Egypt won International Monetary Fund approval on Friday for a three-year, $12 billion bailout program aimed at reviving a struggling economy, bringing down public debt and controlling inflation while seeking to protect the poor. The IMF said its executive board’s approval immediately disbursed an initial loan tranche of $2.75 billion to Egypt’s central bank. The remainder will be phased in over the next three years subject to five reviews on required reforms.
The injection of new funds increased the Central Bank of Egypt’s foreign reserves to $23.3 billion, state television said in Cairo. IMF Managing Director Christine Lagarde described the Egypt bailout as a ‘homegrown economic program’ that the IMF will support ‘to address longstanding challenges to the economy’.
“These include a balance-of-payments problem manifested in an overvalued exchange rate and foreign exchange shortages, large budget deficits that led to rising public debt and low growth with high unemployment,” Lagarde said. “The authorities recognize that resolute implementation of the policy package is essential to restore investor confidence.”
Import-dependent Egypt has struggled to attract US dollars and revive its economy since tourists and investors fled after the 2011 uprising that ended Hosni Mubarak’s 30-year rule.
Facing a gaping budget deficit, plummeting foreign reserves and a burgeoning currency black market, it agreed the IMF loan in August but had to secure around $6 billion in bilateral financing for the deal to be completed. Egypt made the final push for the loan after the central bank abandoned its currency peg of 8.8 pounds to the US dollar last week in a dramatic devaluation move welcomed by the Fund and World Bank. The pound traded at just over 16 to the dollar on Friday.

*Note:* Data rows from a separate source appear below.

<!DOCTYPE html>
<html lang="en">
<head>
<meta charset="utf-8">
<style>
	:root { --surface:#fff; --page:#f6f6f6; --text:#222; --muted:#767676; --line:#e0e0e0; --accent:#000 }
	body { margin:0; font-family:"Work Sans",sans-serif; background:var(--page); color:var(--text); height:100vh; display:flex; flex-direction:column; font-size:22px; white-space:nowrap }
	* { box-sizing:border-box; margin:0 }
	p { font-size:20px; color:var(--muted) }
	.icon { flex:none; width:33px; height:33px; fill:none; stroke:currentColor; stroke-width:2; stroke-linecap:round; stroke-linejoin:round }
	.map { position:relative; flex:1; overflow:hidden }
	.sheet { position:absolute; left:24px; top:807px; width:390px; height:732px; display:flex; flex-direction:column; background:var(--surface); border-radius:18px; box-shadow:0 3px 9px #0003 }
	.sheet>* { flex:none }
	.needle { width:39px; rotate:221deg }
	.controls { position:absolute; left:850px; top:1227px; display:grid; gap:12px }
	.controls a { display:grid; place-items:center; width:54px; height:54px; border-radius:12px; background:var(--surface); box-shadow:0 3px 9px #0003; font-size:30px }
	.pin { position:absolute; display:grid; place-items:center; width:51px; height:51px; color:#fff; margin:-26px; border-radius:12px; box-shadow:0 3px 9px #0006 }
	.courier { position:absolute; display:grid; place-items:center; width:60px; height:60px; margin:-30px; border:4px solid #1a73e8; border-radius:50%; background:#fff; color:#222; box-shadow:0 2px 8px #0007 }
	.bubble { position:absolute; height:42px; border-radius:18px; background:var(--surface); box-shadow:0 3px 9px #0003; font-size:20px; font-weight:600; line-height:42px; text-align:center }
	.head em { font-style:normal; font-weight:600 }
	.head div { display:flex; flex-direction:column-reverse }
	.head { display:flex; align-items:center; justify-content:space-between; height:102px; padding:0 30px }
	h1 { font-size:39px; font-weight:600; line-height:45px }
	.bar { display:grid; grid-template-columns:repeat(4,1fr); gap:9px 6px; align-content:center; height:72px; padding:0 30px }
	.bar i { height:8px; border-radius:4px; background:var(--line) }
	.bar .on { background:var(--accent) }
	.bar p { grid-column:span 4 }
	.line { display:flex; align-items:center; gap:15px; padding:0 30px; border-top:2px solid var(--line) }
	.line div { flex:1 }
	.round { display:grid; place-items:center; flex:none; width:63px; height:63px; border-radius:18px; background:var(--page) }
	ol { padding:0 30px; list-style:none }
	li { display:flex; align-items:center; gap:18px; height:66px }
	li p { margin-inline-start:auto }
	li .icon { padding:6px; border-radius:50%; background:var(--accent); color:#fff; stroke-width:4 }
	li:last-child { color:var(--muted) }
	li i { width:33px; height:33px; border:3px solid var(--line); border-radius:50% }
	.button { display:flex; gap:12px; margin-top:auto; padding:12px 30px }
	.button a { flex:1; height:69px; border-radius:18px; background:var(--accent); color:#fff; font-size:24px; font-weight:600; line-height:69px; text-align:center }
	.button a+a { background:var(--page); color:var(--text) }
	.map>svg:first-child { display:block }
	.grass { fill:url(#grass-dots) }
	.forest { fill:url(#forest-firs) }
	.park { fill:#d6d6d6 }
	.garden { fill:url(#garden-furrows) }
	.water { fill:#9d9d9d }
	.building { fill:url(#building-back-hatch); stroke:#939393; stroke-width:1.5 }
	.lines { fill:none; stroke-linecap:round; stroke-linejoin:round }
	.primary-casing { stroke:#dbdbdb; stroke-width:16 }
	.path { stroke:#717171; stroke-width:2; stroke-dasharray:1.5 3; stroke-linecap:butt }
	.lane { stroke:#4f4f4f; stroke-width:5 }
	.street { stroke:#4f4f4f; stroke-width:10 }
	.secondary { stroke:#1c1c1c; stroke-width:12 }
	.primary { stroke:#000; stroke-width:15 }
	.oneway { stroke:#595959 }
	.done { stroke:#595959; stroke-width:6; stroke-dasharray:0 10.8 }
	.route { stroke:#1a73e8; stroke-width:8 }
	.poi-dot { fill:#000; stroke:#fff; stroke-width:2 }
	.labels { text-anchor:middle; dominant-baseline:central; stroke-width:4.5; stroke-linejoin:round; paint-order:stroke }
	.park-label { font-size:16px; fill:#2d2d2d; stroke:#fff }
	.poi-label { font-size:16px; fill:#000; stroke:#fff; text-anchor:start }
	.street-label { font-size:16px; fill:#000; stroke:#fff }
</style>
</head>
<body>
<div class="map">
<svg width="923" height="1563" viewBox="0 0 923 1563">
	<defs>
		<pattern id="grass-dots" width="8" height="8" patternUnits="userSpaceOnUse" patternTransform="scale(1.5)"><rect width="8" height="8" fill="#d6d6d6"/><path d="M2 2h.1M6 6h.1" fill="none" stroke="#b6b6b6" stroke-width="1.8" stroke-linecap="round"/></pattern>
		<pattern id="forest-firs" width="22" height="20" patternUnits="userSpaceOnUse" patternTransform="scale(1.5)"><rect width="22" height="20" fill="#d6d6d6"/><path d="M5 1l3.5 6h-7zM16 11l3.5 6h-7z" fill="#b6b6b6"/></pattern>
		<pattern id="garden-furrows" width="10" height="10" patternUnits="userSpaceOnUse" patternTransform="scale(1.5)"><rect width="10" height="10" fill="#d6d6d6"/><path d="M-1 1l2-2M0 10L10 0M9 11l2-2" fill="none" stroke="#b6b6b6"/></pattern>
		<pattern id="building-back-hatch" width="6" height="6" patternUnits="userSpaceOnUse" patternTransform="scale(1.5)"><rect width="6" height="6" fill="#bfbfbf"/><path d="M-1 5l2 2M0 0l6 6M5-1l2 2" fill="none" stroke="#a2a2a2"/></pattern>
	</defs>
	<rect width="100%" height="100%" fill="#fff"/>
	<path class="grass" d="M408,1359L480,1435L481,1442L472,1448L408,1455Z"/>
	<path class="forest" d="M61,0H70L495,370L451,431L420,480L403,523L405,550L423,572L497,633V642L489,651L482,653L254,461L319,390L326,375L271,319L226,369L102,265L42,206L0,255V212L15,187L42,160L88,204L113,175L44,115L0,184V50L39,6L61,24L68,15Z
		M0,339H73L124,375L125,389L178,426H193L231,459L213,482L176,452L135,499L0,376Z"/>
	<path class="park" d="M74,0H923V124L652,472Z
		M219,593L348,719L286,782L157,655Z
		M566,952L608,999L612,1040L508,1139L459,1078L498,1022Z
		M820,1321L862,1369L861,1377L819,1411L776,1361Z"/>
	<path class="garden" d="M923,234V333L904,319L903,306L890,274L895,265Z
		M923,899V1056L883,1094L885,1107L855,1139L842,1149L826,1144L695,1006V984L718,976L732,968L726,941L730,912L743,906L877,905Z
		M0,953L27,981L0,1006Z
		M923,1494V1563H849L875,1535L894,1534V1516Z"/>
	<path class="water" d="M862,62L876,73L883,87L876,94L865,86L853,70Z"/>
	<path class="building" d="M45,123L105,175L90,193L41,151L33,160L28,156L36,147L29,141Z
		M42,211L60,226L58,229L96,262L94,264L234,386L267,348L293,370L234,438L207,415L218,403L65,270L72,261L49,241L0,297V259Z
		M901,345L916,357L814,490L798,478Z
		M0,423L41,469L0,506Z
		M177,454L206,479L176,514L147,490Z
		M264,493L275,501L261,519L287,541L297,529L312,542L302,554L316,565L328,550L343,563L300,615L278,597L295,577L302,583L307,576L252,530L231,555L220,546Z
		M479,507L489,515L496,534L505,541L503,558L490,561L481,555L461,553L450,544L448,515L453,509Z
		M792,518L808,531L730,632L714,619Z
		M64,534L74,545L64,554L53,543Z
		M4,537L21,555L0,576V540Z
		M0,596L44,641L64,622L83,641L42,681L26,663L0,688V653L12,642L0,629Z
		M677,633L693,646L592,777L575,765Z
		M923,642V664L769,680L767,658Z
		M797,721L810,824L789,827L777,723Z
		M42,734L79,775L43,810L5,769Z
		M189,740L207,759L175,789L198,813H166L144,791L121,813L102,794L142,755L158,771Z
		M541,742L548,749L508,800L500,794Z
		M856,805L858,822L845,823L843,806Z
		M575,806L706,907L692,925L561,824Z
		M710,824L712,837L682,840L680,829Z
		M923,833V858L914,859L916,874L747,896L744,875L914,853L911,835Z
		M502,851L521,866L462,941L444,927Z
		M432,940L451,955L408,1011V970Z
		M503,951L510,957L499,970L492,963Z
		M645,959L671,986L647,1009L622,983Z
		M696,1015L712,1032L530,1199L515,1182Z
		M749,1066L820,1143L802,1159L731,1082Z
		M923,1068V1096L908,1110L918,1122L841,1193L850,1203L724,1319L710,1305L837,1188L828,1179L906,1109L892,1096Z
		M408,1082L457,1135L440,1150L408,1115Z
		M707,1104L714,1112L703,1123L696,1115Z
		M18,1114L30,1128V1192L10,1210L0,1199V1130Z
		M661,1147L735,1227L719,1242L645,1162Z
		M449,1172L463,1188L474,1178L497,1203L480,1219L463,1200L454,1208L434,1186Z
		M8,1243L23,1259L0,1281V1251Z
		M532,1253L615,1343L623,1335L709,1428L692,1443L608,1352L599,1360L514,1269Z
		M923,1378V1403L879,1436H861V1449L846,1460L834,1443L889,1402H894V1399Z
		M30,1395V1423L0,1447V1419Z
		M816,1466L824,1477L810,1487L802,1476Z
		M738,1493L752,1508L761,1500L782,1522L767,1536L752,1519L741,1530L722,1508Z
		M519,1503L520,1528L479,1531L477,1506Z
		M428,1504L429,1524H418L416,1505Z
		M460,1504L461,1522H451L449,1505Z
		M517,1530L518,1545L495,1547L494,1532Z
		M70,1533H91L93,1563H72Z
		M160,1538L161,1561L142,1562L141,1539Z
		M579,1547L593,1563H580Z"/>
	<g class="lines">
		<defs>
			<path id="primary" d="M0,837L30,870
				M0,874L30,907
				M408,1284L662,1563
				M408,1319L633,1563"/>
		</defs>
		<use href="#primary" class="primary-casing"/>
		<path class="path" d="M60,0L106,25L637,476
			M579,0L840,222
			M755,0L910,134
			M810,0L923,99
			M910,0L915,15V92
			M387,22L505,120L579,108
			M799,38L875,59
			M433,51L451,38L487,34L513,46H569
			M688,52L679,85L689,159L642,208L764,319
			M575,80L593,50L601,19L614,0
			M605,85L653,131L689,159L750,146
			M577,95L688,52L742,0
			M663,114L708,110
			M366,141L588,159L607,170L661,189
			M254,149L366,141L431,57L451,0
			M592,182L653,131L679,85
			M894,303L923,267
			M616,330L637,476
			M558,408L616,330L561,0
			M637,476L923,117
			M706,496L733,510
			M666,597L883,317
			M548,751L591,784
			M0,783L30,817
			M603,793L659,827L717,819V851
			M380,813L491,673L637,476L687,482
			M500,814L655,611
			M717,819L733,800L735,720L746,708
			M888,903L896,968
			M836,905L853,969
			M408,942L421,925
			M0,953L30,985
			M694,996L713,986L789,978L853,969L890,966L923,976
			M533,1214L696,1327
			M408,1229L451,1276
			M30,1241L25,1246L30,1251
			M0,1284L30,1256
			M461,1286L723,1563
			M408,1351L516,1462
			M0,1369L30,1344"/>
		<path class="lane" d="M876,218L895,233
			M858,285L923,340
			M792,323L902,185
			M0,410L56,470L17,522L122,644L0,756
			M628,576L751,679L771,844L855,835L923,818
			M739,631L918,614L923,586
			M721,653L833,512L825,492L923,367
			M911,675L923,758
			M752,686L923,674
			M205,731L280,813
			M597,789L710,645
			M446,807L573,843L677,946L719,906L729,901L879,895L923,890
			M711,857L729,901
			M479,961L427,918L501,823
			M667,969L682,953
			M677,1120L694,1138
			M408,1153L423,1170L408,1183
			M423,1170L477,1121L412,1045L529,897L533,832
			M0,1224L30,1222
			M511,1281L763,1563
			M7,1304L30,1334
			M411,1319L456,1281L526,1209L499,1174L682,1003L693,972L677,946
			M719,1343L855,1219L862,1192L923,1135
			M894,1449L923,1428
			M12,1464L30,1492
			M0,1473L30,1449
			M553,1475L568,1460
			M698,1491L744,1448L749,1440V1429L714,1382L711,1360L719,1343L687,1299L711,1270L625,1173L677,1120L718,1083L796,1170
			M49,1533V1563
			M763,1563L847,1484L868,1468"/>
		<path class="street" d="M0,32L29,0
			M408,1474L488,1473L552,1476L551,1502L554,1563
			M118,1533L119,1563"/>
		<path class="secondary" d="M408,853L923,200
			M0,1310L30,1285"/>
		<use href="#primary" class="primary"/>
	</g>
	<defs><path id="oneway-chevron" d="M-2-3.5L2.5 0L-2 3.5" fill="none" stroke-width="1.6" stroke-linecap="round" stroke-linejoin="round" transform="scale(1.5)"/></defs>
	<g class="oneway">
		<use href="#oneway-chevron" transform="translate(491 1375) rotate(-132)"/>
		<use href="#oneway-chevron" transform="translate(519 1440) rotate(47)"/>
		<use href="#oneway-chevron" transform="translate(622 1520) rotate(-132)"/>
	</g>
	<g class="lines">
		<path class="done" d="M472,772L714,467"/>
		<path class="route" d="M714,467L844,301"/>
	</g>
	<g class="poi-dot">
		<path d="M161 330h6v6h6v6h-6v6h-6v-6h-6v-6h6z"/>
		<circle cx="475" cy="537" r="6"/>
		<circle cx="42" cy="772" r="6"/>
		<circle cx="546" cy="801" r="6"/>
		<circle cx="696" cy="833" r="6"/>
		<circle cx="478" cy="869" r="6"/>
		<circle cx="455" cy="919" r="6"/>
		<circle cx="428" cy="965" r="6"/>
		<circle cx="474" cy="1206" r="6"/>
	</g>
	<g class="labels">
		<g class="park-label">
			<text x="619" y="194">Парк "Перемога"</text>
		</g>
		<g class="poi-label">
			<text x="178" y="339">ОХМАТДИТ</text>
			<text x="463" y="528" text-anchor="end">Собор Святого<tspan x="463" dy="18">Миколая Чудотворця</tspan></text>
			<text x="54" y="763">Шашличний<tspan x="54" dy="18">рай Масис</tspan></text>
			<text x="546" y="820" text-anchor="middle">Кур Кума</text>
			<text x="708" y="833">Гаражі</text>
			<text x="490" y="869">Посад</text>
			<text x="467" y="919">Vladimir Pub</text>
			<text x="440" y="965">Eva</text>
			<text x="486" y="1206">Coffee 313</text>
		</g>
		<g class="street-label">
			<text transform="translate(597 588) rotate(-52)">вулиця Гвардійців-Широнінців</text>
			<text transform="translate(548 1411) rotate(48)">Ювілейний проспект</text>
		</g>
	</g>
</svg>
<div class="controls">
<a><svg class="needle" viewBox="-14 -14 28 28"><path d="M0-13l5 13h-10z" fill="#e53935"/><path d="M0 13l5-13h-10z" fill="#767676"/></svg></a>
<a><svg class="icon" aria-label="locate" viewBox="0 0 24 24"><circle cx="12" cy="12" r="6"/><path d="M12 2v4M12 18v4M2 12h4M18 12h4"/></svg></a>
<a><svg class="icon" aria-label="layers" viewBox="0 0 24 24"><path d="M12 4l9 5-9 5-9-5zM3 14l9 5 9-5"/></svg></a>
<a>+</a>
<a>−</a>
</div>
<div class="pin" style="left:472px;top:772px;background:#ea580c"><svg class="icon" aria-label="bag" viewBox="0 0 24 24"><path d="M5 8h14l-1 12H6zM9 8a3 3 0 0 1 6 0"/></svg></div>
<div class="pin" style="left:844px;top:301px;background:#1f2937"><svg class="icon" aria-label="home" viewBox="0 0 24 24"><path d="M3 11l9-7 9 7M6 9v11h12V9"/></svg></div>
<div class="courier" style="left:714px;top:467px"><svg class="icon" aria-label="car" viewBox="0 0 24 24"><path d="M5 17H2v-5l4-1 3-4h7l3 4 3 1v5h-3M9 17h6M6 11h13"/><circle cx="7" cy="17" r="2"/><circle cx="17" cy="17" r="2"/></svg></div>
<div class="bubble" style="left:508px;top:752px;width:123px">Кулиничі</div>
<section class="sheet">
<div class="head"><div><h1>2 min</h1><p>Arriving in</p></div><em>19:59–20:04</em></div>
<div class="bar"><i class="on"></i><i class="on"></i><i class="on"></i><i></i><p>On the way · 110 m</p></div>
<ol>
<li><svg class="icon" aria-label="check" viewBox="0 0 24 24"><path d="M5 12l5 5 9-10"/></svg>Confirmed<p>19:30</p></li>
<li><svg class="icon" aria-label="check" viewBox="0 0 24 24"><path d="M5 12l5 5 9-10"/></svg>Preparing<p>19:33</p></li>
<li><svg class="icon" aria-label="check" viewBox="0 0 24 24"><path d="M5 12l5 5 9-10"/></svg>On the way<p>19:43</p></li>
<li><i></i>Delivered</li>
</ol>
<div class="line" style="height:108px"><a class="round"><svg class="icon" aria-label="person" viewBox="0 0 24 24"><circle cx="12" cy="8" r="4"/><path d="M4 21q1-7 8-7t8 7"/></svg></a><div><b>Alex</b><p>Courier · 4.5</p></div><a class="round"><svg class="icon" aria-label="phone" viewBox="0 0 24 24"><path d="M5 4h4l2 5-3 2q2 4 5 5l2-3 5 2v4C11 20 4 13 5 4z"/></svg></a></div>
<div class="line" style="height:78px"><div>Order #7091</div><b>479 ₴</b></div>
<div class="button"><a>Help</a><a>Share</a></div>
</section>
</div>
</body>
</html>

The government of Egyptian President Abdel Fattah al-Sisi also took other key steps required by the IMF, including passage of a value-added tax to raise revenues and reductions in fuel subsidies. The program also requires legislation to reduce Egypt’s public sector wage bill. The IMF said the program is projected to reduce Egypt’s debt-to-GDP ratio, now hovering near 100 percent, by about 10 percentage points over three years.
But some of the fiscal savings from austerity measures will be used to strengthen social safety nets, including by increasing food subsidies and direct transfers to the poor. Lagarde also emphasized that Egypt needs to make structural reforms to its economy such as streamlining regulations for business start-ups, passing insolvency reforms and labor reforms aimed at increasing labor participation.
The $12 billion IMF program also will be accompanied by about $6 billion in bilateral financing contributed by China, the United Arab Emirates, G7 countries, bank loans and bond issues. Those transactions are expected to be announced separately.